[To do]
Print the first line of the records below and every line after it, up to and including the line with "Instruction: Serialize what". Print nothing else.

(Records supplied begins)

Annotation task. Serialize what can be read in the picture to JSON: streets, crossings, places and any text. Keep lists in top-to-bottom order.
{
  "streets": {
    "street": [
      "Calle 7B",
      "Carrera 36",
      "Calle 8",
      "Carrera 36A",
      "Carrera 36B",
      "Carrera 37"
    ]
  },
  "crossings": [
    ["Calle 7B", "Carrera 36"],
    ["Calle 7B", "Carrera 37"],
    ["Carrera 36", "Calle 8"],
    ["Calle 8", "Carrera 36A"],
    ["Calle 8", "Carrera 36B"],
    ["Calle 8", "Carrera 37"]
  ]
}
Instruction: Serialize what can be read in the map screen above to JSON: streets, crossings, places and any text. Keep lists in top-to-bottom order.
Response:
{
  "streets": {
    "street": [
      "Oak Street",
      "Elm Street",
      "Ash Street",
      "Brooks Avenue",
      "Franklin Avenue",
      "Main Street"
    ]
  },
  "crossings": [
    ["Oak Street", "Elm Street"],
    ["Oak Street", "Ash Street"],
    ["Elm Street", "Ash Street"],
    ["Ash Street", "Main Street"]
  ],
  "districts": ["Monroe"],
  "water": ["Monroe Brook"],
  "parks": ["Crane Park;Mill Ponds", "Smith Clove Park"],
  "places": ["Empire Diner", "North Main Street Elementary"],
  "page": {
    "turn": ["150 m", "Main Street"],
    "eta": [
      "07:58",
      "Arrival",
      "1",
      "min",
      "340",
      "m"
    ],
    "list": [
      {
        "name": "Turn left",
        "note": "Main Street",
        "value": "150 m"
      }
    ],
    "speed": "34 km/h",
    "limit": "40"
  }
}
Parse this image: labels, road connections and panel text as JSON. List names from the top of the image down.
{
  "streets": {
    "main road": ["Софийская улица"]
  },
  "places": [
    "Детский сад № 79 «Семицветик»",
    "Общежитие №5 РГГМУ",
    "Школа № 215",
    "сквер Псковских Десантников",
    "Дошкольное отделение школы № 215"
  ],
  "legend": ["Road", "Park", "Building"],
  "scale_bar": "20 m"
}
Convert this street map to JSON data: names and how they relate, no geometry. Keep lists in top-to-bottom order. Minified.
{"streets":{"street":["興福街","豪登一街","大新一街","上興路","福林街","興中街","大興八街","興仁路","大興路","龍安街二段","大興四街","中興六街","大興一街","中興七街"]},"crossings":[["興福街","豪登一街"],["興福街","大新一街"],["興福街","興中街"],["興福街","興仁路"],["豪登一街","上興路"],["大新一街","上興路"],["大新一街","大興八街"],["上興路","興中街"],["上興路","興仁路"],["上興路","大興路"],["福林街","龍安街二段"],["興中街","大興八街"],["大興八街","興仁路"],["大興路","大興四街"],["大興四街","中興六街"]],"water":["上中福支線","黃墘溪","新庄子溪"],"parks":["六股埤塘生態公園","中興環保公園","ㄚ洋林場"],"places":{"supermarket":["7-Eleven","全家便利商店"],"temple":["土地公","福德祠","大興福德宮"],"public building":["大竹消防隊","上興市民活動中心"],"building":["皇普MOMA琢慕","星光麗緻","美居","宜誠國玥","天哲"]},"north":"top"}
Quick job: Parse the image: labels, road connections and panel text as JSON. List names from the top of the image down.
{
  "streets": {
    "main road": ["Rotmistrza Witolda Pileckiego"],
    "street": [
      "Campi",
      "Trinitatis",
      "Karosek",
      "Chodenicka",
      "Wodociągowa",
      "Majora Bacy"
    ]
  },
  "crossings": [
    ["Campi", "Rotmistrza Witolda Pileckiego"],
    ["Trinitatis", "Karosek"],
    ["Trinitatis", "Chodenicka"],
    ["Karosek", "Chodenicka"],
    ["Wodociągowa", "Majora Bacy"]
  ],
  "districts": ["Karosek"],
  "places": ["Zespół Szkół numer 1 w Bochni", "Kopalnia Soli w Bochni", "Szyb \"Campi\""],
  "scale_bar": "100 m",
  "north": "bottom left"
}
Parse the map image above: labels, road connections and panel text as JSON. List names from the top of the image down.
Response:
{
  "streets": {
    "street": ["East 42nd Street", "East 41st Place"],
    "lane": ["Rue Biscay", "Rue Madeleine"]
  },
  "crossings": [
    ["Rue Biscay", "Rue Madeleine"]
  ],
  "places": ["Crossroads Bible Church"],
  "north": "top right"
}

(Records supplied ends)

[Final answer]
Annotation task. Serialize what can be read in the picture to JSON: streets, crossings, places and any text. Keep lists in top-to-bottom order.
{
  "streets": {
    "street": [
      "Calle 7B",
      "Carrera 36",
      "Calle 8",
      "Carrera 36A",
      "Carrera 36B",
      "Carrera 37"
    ]
  },
  "crossings": [
    ["Calle 7B", "Carrera 36"],
    ["Calle 7B", "Carrera 37"],
    ["Carrera 36", "Calle 8"],
    ["Calle 8", "Carrera 36A"],
    ["Calle 8", "Carrera 36B"],
    ["Calle 8", "Carrera 37"]
  ]
}
Instruction: Serialize what can be read in the map screen above to JSON: streets, crossings, places and any text. Keep lists in top-to-bottom order.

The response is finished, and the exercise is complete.